In my circles, the word “conversion” sort of has a bad reputation. I think that is because strange, power-hungry men (for the most part) have been in the mass media for decades prowling for conversions. People feel like it would be a sign of low self-esteem to give in to them – sort of like owning the Pocket Fisherman because you saw it on TV.
That’s too bad. Because conversion is a good word. It basically means an event that resulted in transformation. Maybe we don’t like getting coerced into conversion, but people yearn for transformation, and that is the essence of what relating to Jesus is all about. So maybe I don’t need to be “converted” in the worst sense of the word, but no matter how many people try to get me to accept myself just as I am, I long for the transformation God promises. The more of it I experience, the more I long for the fullness.
I got to thinking about conversion when I was sitting at breakfast yesterday with the members of Shalom House and their Guidance Team celebrating the entry of Kristen into the household. We told peacemaking stories. Many of them included the conversion it took to be committed to Christ’s way of peace. I needed to be converted to that even after I was a Christian! My father was in the Navy. My brother was in Vietnam. I enthusiastically voted for warmongers. My conversion was mainly due to an honest reading of scripture. When Paul talks about the armor of God he says to have “your feet fitted with the readiness that comes from the gospel of peace.” (Eph 6:15). I don’t know why I would need to be a Christian at all if I have to undo Christianity so I can fit war into Christ’s peacemaking.
So I was encouraged by the Shalom House people.
As I was remembering them this morning, a flood of realization came to me. Last night at our PMs, I was surrounded by people who were experiencing conversion.

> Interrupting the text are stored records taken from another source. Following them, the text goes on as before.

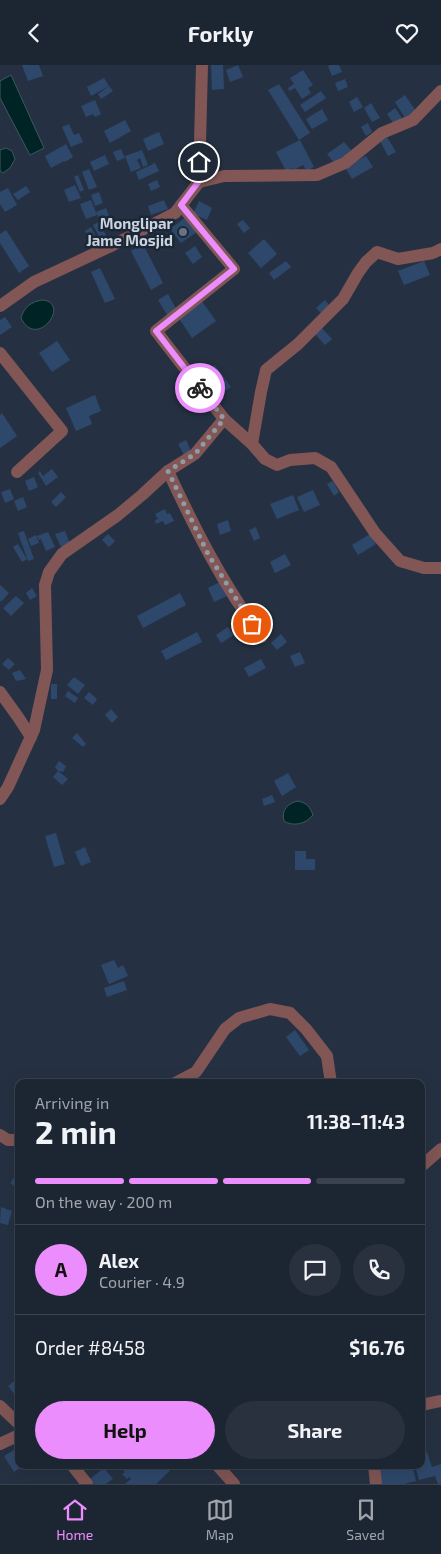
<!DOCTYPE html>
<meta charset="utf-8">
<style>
:root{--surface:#1c2532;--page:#29313e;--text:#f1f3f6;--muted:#a0a5ac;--line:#3a424d;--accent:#eb8dfc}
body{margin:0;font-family:"Exo 2",sans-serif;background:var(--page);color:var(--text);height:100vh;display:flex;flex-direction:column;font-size:19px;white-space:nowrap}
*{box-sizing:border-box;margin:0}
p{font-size:16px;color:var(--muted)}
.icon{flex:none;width:28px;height:28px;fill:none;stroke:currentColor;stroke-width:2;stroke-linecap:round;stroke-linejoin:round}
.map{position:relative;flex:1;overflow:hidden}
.sheet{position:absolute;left:15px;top:1014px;width:410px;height:390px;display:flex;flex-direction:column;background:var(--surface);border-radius:10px;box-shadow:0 5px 20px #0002,0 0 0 1px var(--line)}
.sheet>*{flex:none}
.pin{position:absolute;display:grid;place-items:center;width:42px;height:42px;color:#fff;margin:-21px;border:2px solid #fff;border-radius:50%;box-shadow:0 1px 5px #0007}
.courier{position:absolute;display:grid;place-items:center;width:50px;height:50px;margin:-25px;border:4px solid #eb8dfc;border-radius:50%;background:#fff;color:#222;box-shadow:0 1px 6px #0007}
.summary em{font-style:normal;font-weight:700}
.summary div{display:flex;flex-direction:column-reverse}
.summary{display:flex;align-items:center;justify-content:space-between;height:85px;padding:0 20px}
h1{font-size:32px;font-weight:700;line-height:38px}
.bar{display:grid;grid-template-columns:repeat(4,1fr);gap:8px 5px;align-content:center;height:60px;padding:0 20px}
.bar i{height:6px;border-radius:4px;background:var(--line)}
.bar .current{background:var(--accent)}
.bar p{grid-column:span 4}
.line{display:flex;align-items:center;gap:12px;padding:0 20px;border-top:1px solid var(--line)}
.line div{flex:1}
.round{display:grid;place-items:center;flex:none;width:52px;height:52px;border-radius:26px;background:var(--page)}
.primary-button{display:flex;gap:10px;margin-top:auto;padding:10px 20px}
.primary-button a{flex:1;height:58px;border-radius:30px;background:var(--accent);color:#111;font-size:20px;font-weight:700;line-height:58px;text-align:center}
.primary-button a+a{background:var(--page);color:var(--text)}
header{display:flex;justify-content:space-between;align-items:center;height:65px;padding:0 20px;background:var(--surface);font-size:22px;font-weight:700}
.menu{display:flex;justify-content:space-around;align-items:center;height:70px;border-top:1px solid var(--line);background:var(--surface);font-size:14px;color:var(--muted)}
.menu a{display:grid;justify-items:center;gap:2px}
.menu .current{color:var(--accent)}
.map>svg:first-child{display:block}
</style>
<header><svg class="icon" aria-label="back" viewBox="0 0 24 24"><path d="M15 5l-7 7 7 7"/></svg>Forkly<svg class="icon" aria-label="heart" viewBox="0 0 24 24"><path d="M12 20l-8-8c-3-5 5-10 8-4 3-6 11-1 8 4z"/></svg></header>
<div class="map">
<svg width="441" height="1419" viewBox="0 0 441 1419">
<rect width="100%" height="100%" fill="#253142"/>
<g fill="#002426" stroke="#3d585d">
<path d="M11,10L44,83L30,90L0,33V16Z"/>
<path d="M6,83L12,86L15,94L10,103L3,108L0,106V85Z"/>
<path d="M42,235C72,237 37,286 21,253C24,242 31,237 42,235Z"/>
<path d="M298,736C307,738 310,742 313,750C306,759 293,762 284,756C281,745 288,738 298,736Z"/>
</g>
<g fill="#2e486b">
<path d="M22,0H39L43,11L28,16Z"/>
<path d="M211,0H223L224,24L212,25Z"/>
<path d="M238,0L243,12L230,17L226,5Z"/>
<path d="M330,0H339L342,7L332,11L328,1Z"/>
<path d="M303,5L313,20L308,23L311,28L302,34L295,23L289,26L288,23L294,19L290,13Z"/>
<path d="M104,13L109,21L91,31L87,22Z"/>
<path d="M345,14L348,22L338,26L335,18Z"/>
<path d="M279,19L310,68L299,75L268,25Z"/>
<path d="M109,21L113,26L101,34L98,29Z"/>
<path d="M321,26L326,33L305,47L300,40Z"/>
<path d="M405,30L416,46L405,53L395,37Z"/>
<path d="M357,32L363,42L354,47L349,37Z"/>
<path d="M95,35L101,49L95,52L93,49L86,52L81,41Z"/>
<path d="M371,38L380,53L372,57L364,43Z"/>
<path d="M395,43L402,53L394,59L387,49Z"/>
<path d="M322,44L328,55L312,64L306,54Z"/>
<path d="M125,55L131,66L110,78L104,66Z"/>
<path d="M368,58L372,67L366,71L361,62Z"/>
<path d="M69,59L74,70L79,68L83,77L71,82L62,62Z"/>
<path d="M159,67L164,79L148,86L143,74Z"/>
<path d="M387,72L396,87L388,91L380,76Z"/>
<path d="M300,75L314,102L307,106L303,100L294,105L293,103L286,106L276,87Z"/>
<path d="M344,77L352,86L335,99L327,89Z"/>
<path d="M66,79L73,92L65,97L64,96L51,103L45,91Z"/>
<path d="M121,84L125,93L117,96L113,87Z"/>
<path d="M142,85L148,100L143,102L140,93L137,95L141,103L131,107L125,91Z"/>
<path d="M105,90L109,99L94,106L90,97Z"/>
<path d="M366,91L373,102L352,114L345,102Z"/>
<path d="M205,92L214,93L212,106L204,105Z"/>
<path d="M155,98L159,106L139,115L136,107Z"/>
<path d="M89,104L97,122L89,125L82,107Z"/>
<path d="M78,110L84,125L80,127L74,112Z"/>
<path d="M157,115L160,122L151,126L148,119Z"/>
<path d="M75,120L81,133L69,137L64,125Z"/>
<path d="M26,121L30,127L18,135L13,129Z"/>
<path d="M8,123L17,140L5,147L0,139V127Z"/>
<path d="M99,127L103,138L95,141L91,130Z"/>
<path d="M91,135L97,150L86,154L80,139Z"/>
<path d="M164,135L168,144L151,150L148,141Z"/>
<path d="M199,136L212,143L207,155L193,149Z"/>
<path d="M106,143L111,156L102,160L96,147Z"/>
<path d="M186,152L197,167L181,178L170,164Z"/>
<path d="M243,155L250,163L244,168L237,159Z"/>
<path d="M99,157L108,174L102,177L93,160Z"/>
<path d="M91,162L100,180L94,183L85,166Z"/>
<path d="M6,165L29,201L19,208L0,178V169Z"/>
<path d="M264,174L277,189L261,203L248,188Z"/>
<path d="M143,179L163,218L151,225L131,186Z"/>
<path d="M195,181L202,192L193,199L185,188Z"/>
<path d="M286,196L291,202L274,215L269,208Z"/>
<path d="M424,196L430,210L404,220L398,206Z"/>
<path d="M100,203L115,234L105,238L91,207Z"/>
<path d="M168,229L178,247L169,253L158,235Z"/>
<path d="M201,235L216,256L192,273L178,252Z"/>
<path d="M325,235L329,240L321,248L316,243Z"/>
<path d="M5,252L12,262L0,270V255Z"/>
<path d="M321,262L332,274L325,280L314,268Z"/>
<path d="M57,276L70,295L52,307L39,288Z"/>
<path d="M215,300L231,322L214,334L198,313Z"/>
<path d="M95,330L101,346L89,351L92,359L76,366L66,343Z"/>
<path d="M2,348L17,371L0,383V350Z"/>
<path d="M186,375L191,386L184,390L178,379Z"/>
<path d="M52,404L58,412L46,421L38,408L40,406L43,411Z"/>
<path d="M34,412L38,422L29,426L25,416Z"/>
<path d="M333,416L339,427L334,431L327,419Z"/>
<path d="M10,424L14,434L5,438L1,427Z"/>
<path d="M313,425L320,440L304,447L297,432Z"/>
<path d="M61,427L66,432L56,442L51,437Z"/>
<path d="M293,430L299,445L277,454L270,439Z"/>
<path d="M23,432L27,442L18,446L14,436Z"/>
<path d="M165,444L167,449L170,448L174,456L165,460L163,456L156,459L155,455L158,454L155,449Z"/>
<path d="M228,455L231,466L220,470L217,459Z"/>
<path d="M256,462L260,473L254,476L249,465Z"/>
<path d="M24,466L34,494L28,496L18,468Z"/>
<path d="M65,466L70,479L61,482L55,469Z"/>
<path d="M48,467L55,482L46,486L41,474L39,475L37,471Z"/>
<path d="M108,469L115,476L109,482L102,475Z"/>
<path d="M370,469L376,479L358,490L352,480Z"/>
<path d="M36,470L39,478L31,481L28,474Z"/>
<path d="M18,479L27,494L22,497L13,482Z"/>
<path d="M285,489L291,500L275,508L270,497Z"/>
<path d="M220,517L227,531L214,537L208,523Z"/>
<path d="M0,520L9,528L1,537L0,535Z"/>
<path d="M32,523L37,531L30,535L26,528Z"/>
<path d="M180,528L186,540L143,563L137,551Z"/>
<path d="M16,531L24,538L11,551L3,543Z"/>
<path d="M228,562L234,570L221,578L216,570Z"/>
<path d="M197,567L202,577L166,595L161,586Z"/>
<path d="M281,569L287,577L277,585L271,578Z"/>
<path d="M300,587L305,598L295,602L290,591Z"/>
<path d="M8,593L15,599L9,605L2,599Z"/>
<path d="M261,594L266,603L249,612L244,603Z"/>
<path d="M20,605L26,614L16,616L12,608Z"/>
<path d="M74,612L85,620L78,629L67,620Z"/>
<rect x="51" y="619" width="6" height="15"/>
<path d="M68,626L78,633L75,638L65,631Z"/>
<path d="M89,627L97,634L93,640L84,633Z"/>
<path d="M111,644L118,652L112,658L105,650Z"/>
<path d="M77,668L86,679L83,682L72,673Z"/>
<path d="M59,696L66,701L63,707L58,706L68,714L62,720L53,712L58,706L55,702Z"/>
<path d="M288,708L296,722L282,731L274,716Z"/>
<path d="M272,730L275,737L264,741L262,734Z"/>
<path d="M56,768L65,799L54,802L45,771Z"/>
<path d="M85,782L91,797L81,801L75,787Z"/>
<path d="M295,786H306V794H315V805H295Z"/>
<path d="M114,895L118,903L123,900L128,911L109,919L101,900Z"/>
<path d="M124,916L127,925L107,932L104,923Z"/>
<path d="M295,965L309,985L300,991L286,972Z"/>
<path d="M17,1109L19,1110V1124L10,1118Z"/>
<path d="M1,1142L12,1146L8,1160L0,1158Z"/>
<path d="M19,1312V1326L15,1330L8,1321Z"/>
<path d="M19,1382V1400H24L14,1407L4,1391Z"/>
<path d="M427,1387L432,1402L441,1399V1419H438L435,1411L419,1415L415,1400H421V1389Z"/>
<path d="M127,1400H176L156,1419H125L131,1414L129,1412L127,1414L122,1409L125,1407L122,1404Z"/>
<path d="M401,1400H412L416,1416L404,1419H382L378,1406Z"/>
<path d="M104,1403L113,1414L106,1419H94L90,1414Z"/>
</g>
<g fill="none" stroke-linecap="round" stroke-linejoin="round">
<g stroke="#815655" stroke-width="12">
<path d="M199,117L224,111L317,110L345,98L382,68L413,55L441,26"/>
<path d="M0,241L34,217L113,180L175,148L199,117L202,0"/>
<path d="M0,288L62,366L17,407"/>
<path d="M224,354L252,379L265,394L277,400L290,395L315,393L331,402L375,468L400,496L424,503H441"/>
<path d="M252,379L261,327L266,305L298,279L343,234L358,208L366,197L377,187L398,194L433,188L441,184"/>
<path d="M168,406C195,464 223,520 262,572"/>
<path d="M0,627L18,652L31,672"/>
<path d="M0,734L8,722L34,665L47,605L45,520L49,507L62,489L118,450L142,430L168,406L195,389L224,354L156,266L234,204L181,140"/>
<path d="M175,1018L196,1007L225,964L239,953L270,944L290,948L306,964L327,991L331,1018"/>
<path d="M0,1070L8,1075H19"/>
<path d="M421,1099H424L441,1084"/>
<path d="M421,1340L441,1336"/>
<path d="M0,1341L19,1359"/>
<path d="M0,1379L19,1370"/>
<path d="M72,1400L87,1419"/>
<path d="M217,1400L234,1419"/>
<path d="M374,1400L376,1419"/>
</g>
</g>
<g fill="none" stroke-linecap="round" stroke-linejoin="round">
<path stroke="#919aa7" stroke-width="5" stroke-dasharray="0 9" d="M200,323L224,354L195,389L168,406L208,489L252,559"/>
<path stroke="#eb8dfc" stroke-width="6" d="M199,97V116L181,140L234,204L156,266L200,323"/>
</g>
<circle fill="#6b7280" stroke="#1b2737" stroke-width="2" cx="183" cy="167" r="5"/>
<g text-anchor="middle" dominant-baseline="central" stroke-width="5" stroke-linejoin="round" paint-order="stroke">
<g font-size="15" font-weight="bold" fill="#cbd3de" stroke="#1b2737" text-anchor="end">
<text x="173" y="158">Monglipar<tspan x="173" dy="17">Jame Mosjid</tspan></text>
</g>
</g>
</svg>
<div class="pin" style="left:252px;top:559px;background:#ea580c"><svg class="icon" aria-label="bag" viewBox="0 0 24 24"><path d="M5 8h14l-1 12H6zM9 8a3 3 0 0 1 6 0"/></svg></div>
<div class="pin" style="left:199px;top:97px;background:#1f2937"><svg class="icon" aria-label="home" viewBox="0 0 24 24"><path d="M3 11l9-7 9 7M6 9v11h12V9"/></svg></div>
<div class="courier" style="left:200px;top:323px"><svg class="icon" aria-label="bike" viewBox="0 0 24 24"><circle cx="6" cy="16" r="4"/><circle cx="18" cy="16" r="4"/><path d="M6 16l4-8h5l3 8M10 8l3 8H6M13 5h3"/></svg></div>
<section class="sheet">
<div class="summary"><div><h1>2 min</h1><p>Arriving in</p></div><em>11:38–11:43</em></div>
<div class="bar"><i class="current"></i><i class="current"></i><i class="current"></i><i></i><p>On the way · 200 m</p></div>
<div class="line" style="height:90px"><b class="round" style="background:var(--accent);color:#111">A</b><div><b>Alex</b><p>Courier · 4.9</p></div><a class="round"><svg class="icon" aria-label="chat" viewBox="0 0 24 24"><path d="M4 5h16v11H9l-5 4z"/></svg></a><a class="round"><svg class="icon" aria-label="phone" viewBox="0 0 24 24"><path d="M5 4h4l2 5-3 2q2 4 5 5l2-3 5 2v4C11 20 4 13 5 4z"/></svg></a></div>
<div class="line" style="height:65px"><div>Order #8458</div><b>$16.76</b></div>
<div class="primary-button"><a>Help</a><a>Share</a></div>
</section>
</div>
<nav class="menu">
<a class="current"><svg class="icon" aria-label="home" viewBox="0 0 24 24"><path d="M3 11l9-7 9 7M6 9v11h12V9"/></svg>Home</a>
<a><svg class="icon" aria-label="map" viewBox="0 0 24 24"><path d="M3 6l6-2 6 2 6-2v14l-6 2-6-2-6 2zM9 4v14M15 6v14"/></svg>Map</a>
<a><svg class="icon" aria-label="saved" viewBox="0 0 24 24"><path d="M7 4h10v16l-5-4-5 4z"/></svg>Saved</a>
</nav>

Some of it was rather dramatic.
A person quit his high-paying and high-powered international job last week because he feels convicted to have a life in Christ.
A person risked her job to get off in time to get her family to the PM, now that they have just one car.
A person is making a covenant with the church, even though it goes against his grain to be so noticed and connected.
A person has been released from her former ambitions and is bravely looking into the brand-new future that is opening up before her.
Even as I am listing these conversations that all happened during the course of one evening, I realize that there are many more I could be listing — some small examples, some large. There is a lot of conversion going on. Knowing Jesus and being one of his people is changing people and allowing them to go with further change. I don’t know if transformation is breaking out, but I am glad to at least have my eyes opened to it a bit more. Are you noticing any conversion in your quadrants?